From the listing below, extract each line containing the string "Stanfield".

-- Given data follows --

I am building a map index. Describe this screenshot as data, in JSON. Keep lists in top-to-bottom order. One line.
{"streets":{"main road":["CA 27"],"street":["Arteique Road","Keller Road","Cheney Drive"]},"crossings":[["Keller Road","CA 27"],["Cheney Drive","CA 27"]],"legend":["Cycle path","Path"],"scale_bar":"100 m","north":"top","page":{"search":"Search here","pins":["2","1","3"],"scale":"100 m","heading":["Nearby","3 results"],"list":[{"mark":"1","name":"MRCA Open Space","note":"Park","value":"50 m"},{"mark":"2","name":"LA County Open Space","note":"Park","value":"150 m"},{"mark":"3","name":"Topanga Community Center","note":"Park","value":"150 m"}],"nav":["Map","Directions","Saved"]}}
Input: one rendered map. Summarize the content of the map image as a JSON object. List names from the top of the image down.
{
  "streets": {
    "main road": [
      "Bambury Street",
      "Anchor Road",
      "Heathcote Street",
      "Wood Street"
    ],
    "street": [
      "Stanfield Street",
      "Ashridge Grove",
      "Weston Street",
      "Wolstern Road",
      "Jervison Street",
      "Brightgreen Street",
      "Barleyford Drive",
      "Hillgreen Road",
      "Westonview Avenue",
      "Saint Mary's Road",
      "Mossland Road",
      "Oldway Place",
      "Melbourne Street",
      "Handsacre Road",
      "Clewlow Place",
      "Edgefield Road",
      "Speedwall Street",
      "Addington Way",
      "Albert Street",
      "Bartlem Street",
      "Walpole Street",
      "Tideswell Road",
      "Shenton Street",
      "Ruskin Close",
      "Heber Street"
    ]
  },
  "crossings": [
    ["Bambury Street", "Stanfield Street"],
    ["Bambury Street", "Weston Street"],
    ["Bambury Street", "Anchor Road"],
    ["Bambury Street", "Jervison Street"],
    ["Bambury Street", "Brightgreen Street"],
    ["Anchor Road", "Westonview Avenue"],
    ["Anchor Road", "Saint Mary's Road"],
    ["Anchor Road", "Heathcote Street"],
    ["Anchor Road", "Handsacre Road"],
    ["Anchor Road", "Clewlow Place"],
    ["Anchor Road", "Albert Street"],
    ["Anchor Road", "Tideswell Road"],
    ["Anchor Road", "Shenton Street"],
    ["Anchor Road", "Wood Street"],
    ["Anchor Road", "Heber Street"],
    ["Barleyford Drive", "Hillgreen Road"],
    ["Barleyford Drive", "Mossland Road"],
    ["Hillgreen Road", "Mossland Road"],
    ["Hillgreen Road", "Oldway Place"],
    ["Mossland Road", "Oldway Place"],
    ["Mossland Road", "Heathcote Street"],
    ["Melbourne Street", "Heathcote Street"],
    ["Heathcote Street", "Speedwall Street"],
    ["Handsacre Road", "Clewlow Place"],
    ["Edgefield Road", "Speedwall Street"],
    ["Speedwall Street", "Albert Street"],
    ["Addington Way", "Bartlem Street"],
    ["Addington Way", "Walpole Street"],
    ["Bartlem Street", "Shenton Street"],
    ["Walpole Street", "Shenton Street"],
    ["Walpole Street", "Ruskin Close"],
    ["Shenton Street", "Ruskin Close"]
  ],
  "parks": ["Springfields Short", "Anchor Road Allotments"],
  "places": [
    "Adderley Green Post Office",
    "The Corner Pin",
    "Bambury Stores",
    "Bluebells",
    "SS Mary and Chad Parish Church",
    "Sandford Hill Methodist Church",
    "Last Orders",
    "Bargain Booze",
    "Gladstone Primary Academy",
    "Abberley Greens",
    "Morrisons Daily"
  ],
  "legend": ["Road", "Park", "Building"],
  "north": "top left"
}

-- Given data concluded --

■ Expected output ■
      "Stanfield Street",
    ["Bambury Street", "Stanfield Street"],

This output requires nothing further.